She smiled wanly, then nodded to the chest in Bruni’s wheelbarrow. “I see you’ve had the gold brought down. Do you think that will make a difference to your king?” She didn’t know the full story of his exile-none of these humans did-but she had gleaned enough of his past to know that he had departed his homeland under something of an shadow.

“I know it will, at least in these modern times. Centuries ago, in the time of Silvanos and the great houses, who knows-I’d like to think the elves had loftier pursuits. Now we might as well be Istarans, dwarves even-we are as enthralled with gold as any people on Krynn.”

“You know…” Moreen hesitated, choosing her words. “I… that is, we, will miss you very much.”

He almost winced. That was how it was with her-everything was about the tribe, nothing about herself. “You should know that I will miss all of you.
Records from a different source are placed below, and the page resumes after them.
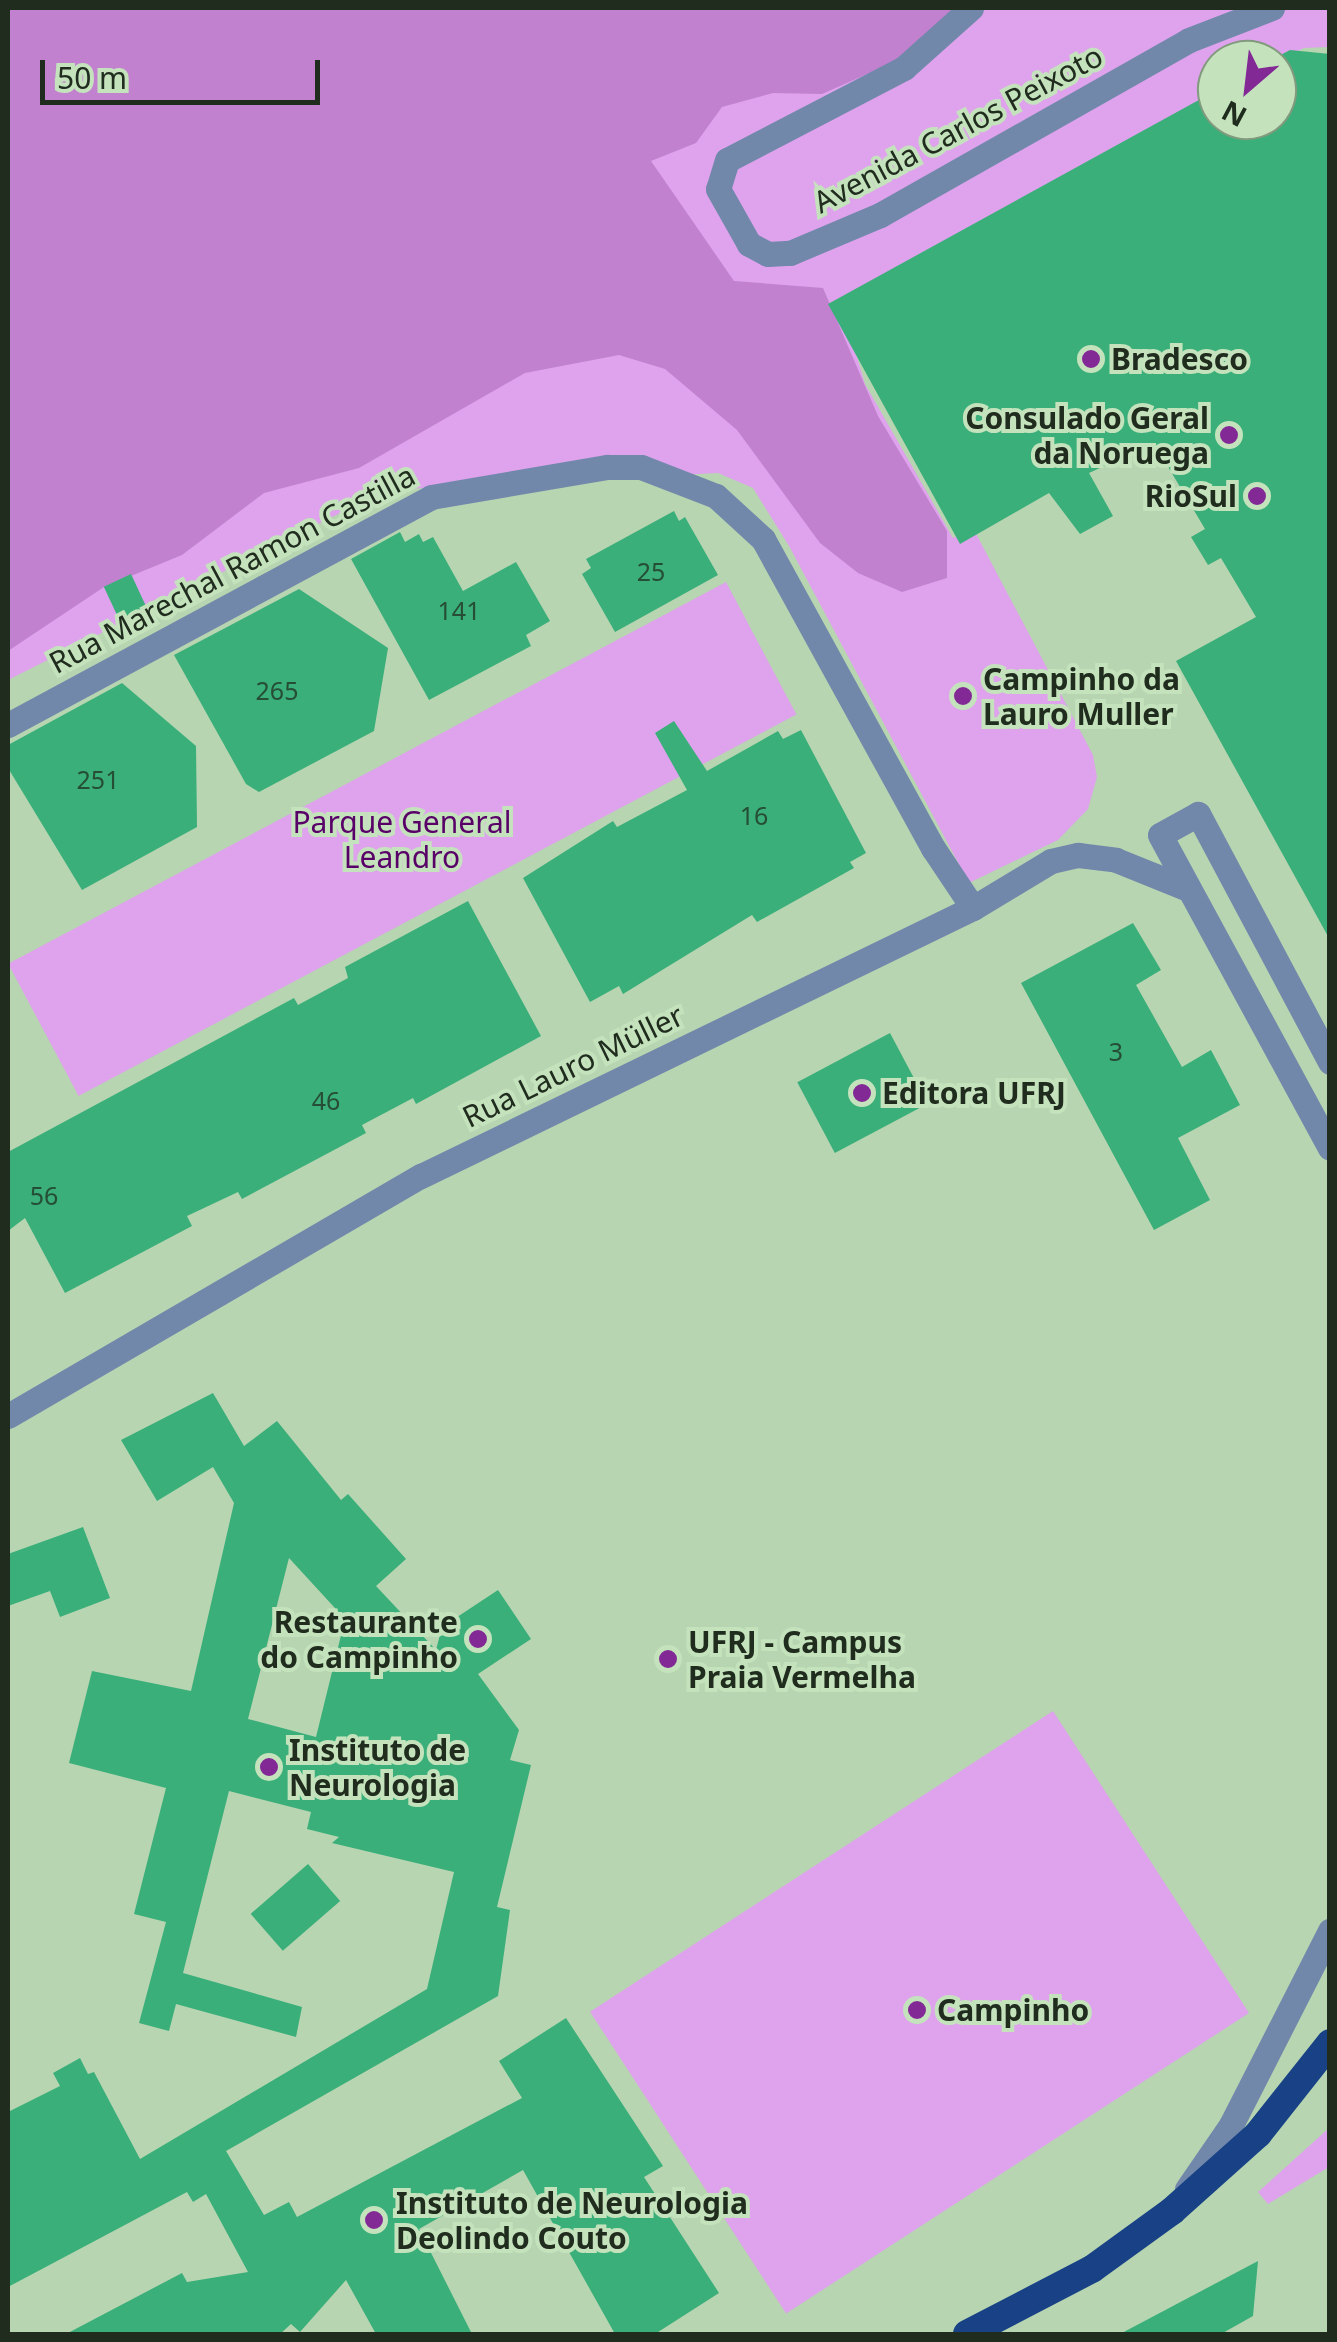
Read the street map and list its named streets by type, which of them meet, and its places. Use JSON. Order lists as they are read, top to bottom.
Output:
{
  "streets": {
    "street": ["Avenida Carlos Peixoto", "Rua Marechal Ramon Castilla", "Rua Lauro Müller"]
  },
  "crossings": [
    ["Rua Marechal Ramon Castilla", "Rua Lauro Müller"]
  ],
  "parks": ["Parque General Leandro"],
  "places": [
    "Bradesco",
    "Consulado Geral da Noruega",
    "RioSul",
    "Campinho da Lauro Muller",
    "Editora UFRJ",
    "Restaurante do Campinho",
    "UFRJ - Campus Praia Vermelha",
    "Instituto de Neurologia",
    "Campinho",
    "Instituto de Neurologia Deolindo Couto"
  ],
  "house_numbers": [
    "25",
    "141",
    "265",
    "251",
    "16",
    "3",
    "46",
    "56"
  ],
  "scale_bar": "50 m",
  "north": "bottom left"
}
I’m only starting to realize how much,” he responded levelly. He would miss her the most of all, Kerrick knew, but he lacked the words, the human brashness, to articulate that sentiment.

“You are welcome to return, any time you want to come back,” Moreen continued. “In fact, I do hope we-I- will see you again.” She gazed across the harbor, out the narrow gap onto the sea beyond. “Perhaps it won’t be during my lifetime,” she mused ruefully. “You could still be a young man, and come back to find our grandchildren as the new masters of Brackenrock.”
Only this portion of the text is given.